START Working data
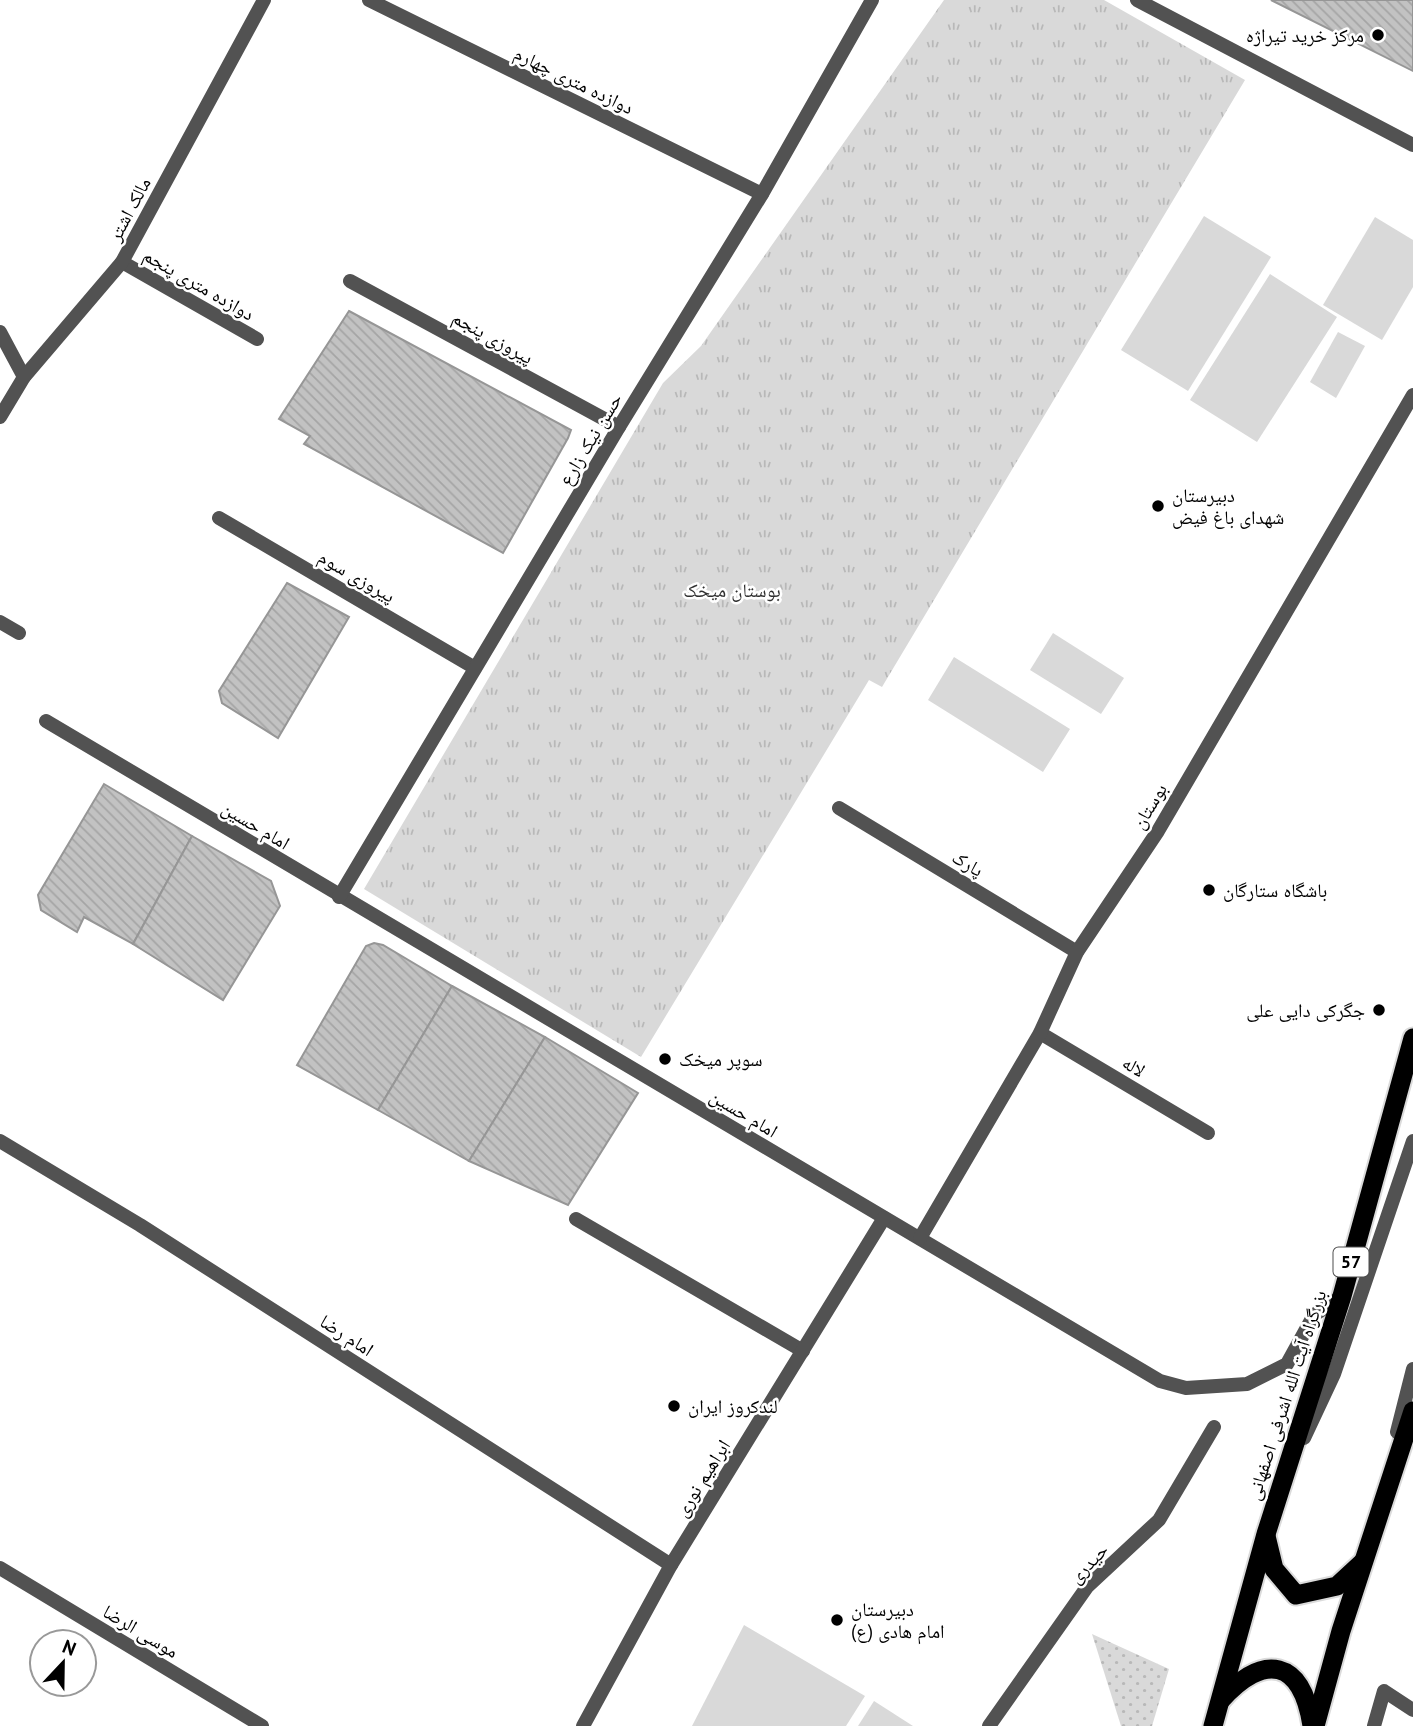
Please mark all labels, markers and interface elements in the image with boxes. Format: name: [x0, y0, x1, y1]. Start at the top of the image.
place label: مرکز خرید تیراژه: [1246, 23, 1364, 47]
marker: مرکز خرید تیراژه: [1370, 27, 1386, 43]
street label: دوازده متری چهارم: [509, 41, 638, 121]
street label: مالک اشتر: [102, 173, 156, 246]
street label: دوازده متری پنجم: [139, 243, 259, 326]
street label: پیروزی پنجم: [448, 305, 538, 370]
street label: حسن نیک زارع: [553, 388, 627, 490]
place label: دبیرستان شهدای باغ فیض: [1172, 483, 1284, 529]
marker: دبیرستان شهدای باغ فیض: [1150, 498, 1166, 514]
street label: پیروزی سوم: [313, 544, 400, 609]
park label: بوستان میخک: [683, 578, 781, 602]
street label: بوستان: [1126, 779, 1172, 833]
street label: امام حسین: [217, 795, 294, 856]
street label: پارک: [948, 844, 988, 882]
place label: باشگاه ستارگان: [1223, 878, 1327, 902]
marker: باشگاه ستارگان: [1201, 882, 1217, 898]
place label: جگرکی دایی علی: [1246, 998, 1365, 1022]
marker: جگرکی دایی علی: [1371, 1002, 1387, 1018]
place label: سوپر میخک: [679, 1047, 763, 1071]
street label: لاله: [1118, 1050, 1150, 1082]
marker: سوپر میخک: [657, 1051, 673, 1067]
street label: امام حسین: [705, 1083, 782, 1144]
road number: 57: [1334, 1247, 1368, 1276]
street label: بزرگراه آیت الله اشرفی اصفهانی: [1241, 1287, 1331, 1503]
street label: امام رضا: [314, 1309, 378, 1363]
place label: لندکروز ایران: [688, 1394, 778, 1418]
marker: لندکروز ایران: [666, 1398, 682, 1414]
street label: ابراهیم نوری: [669, 1435, 736, 1522]
street label: حیدری: [1063, 1538, 1113, 1588]
place label: دبیرستان امام هادی (ع): [851, 1597, 945, 1645]
street label: موسی الرضا: [99, 1599, 183, 1663]
marker: دبیرستان امام هادی (ع): [829, 1612, 845, 1628]
north arrow: [28, 1628, 98, 1698]
text: N: [59, 1634, 80, 1661]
END Working data
- Requirement: Quote every record above exactly, leaving out any pictures.

- Task answer:
Please mark all labels, markers and interface elements in the image with boxes. Format: name: [x0, y0, x1, y1]. Start at the top of the image.
place label: مرکز خرید تیراژه: [1246, 23, 1364, 47]
marker: مرکز خرید تیراژه: [1370, 27, 1386, 43]
street label: دوازده متری چهارم: [509, 41, 638, 121]
street label: مالک اشتر: [102, 173, 156, 246]
street label: دوازده متری پنجم: [139, 243, 259, 326]
street label: پیروزی پنجم: [448, 305, 538, 370]
street label: حسن نیک زارع: [553, 388, 627, 490]
place label: دبیرستان شهدای باغ فیض: [1172, 483, 1284, 529]
marker: دبیرستان شهدای باغ فیض: [1150, 498, 1166, 514]
street label: پیروزی سوم: [313, 544, 400, 609]
park label: بوستان میخک: [683, 578, 781, 602]
street label: بوستان: [1126, 779, 1172, 833]
street label: امام حسین: [217, 795, 294, 856]
street label: پارک: [948, 844, 988, 882]
place label: باشگاه ستارگان: [1223, 878, 1327, 902]
marker: باشگاه ستارگان: [1201, 882, 1217, 898]
place label: جگرکی دایی علی: [1246, 998, 1365, 1022]
marker: جگرکی دایی علی: [1371, 1002, 1387, 1018]
place label: سوپر میخک: [679, 1047, 763, 1071]
street label: لاله: [1118, 1050, 1150, 1082]
marker: سوپر میخک: [657, 1051, 673, 1067]
street label: امام حسین: [705, 1083, 782, 1144]
road number: 57: [1334, 1247, 1368, 1276]
street label: بزرگراه آیت الله اشرفی اصفهانی: [1241, 1287, 1331, 1503]
street label: امام رضا: [314, 1309, 378, 1363]
place label: لندکروز ایران: [688, 1394, 778, 1418]
marker: لندکروز ایران: [666, 1398, 682, 1414]
street label: ابراهیم نوری: [669, 1435, 736, 1522]
street label: حیدری: [1063, 1538, 1113, 1588]
place label: دبیرستان امام هادی (ع): [851, 1597, 945, 1645]
street label: موسی الرضا: [99, 1599, 183, 1663]
marker: دبیرستان امام هادی (ع): [829, 1612, 845, 1628]
north arrow: [28, 1628, 98, 1698]
text: N: [59, 1634, 80, 1661]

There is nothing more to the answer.